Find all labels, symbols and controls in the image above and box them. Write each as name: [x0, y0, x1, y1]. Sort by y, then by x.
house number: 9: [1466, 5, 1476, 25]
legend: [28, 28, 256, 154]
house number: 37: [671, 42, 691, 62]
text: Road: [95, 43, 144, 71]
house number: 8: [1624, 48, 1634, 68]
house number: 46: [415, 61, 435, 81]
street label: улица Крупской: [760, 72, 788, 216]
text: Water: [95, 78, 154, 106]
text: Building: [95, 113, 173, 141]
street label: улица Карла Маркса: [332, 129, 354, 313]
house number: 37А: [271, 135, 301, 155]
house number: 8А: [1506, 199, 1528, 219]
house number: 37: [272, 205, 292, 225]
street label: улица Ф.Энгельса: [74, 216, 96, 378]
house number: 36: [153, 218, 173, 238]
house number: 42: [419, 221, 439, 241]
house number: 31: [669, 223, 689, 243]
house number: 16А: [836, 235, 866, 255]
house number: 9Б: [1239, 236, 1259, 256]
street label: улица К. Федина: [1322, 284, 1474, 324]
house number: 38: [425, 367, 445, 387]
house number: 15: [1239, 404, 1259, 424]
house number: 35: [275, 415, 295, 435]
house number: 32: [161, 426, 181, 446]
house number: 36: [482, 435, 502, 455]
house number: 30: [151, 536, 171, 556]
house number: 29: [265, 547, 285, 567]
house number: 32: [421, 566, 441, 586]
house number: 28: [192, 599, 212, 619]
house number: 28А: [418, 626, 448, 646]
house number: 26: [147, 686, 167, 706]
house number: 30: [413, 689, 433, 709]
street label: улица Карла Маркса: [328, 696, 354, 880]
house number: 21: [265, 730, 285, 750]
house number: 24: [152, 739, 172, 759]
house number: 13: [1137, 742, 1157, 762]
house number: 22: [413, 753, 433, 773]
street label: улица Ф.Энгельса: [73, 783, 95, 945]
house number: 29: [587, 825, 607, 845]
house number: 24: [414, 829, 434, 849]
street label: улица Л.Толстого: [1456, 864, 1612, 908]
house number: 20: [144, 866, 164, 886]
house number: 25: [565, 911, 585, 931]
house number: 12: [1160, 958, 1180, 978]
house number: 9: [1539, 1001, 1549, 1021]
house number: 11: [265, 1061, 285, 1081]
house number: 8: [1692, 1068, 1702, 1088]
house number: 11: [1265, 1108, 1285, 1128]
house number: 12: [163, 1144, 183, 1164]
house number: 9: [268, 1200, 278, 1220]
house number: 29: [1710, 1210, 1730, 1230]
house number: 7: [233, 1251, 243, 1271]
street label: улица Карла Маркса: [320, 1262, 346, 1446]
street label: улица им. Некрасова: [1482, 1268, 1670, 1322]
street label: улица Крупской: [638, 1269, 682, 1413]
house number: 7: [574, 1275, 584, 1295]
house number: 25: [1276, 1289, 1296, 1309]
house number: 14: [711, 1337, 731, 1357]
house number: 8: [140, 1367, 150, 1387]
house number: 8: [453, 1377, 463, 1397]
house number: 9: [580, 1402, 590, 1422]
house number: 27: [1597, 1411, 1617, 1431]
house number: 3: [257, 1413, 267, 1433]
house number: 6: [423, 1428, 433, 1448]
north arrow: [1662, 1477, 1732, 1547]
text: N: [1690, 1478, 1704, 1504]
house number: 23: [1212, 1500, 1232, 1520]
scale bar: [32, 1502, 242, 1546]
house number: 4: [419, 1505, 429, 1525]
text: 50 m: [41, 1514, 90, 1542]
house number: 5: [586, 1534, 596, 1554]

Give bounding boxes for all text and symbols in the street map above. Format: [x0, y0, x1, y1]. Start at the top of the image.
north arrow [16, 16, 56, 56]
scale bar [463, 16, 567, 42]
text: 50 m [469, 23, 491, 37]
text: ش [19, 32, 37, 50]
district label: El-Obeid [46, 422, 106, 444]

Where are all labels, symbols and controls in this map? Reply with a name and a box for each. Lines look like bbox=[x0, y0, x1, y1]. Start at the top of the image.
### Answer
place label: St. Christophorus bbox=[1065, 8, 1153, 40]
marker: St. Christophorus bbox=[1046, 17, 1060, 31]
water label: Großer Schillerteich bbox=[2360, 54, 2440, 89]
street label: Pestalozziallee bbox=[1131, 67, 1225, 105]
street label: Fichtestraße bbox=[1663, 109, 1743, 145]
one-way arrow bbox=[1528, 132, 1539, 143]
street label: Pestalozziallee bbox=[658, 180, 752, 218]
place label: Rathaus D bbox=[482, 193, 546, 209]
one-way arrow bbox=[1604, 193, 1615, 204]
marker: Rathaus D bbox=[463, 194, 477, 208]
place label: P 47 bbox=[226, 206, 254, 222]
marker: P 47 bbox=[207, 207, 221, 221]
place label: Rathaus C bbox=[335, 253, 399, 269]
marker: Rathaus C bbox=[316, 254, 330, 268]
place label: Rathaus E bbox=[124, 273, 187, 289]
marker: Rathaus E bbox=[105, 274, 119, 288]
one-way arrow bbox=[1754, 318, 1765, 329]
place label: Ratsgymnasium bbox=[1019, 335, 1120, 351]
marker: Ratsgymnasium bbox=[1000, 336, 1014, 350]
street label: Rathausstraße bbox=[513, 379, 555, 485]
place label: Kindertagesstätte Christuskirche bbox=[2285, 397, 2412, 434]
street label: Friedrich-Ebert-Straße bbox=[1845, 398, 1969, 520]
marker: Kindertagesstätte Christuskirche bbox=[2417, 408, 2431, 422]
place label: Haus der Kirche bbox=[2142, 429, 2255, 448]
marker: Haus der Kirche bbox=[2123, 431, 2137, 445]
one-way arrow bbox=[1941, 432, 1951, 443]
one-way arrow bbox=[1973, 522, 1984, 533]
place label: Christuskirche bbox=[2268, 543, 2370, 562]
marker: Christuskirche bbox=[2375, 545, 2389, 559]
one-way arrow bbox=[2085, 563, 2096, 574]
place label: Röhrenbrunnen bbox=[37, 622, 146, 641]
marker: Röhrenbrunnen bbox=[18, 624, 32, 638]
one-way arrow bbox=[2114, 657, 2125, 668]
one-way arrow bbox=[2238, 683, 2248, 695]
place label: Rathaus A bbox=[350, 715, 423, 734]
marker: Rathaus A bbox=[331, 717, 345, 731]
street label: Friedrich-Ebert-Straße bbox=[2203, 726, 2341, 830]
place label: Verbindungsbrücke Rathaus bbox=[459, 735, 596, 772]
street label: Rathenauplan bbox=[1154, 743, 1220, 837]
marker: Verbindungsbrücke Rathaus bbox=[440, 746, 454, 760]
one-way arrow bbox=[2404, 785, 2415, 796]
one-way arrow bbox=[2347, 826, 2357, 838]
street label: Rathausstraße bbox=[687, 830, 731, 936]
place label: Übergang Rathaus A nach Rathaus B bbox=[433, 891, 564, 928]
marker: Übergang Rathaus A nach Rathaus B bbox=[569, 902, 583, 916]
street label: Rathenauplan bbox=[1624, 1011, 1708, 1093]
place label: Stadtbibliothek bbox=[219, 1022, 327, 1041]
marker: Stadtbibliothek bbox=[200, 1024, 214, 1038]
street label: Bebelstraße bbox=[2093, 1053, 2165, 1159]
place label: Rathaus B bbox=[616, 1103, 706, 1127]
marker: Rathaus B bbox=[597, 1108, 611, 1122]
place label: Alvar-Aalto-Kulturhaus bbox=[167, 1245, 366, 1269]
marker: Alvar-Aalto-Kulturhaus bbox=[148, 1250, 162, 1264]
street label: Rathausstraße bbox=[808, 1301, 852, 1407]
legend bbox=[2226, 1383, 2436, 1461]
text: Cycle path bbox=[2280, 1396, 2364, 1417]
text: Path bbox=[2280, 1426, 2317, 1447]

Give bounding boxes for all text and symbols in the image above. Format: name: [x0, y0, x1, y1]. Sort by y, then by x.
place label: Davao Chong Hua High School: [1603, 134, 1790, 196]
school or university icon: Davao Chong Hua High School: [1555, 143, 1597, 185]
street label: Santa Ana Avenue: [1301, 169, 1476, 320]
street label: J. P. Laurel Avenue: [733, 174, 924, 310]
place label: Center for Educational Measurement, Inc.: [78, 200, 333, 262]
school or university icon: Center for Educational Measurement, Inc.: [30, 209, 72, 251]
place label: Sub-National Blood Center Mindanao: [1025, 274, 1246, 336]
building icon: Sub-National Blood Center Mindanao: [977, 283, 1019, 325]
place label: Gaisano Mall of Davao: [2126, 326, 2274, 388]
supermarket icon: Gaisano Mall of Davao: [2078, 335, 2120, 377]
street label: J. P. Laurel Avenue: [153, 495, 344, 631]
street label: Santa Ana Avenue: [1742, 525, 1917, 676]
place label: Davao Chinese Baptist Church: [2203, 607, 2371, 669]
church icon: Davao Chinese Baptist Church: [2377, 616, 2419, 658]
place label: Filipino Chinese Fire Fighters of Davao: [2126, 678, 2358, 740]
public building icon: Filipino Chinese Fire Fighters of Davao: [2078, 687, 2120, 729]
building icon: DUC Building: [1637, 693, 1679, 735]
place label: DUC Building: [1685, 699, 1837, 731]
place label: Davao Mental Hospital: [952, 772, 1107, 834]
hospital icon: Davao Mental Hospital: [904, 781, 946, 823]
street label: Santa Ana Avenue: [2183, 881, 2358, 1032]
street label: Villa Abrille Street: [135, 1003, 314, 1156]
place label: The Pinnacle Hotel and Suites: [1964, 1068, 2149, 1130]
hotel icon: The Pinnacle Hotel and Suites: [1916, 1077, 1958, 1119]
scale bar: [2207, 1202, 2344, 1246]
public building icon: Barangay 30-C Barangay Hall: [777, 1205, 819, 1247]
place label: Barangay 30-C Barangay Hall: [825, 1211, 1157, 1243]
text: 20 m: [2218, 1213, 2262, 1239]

- Work instructions: Please give the number of lines in the listing above that contain the string "public", without anything else.

- Exercise solution: 2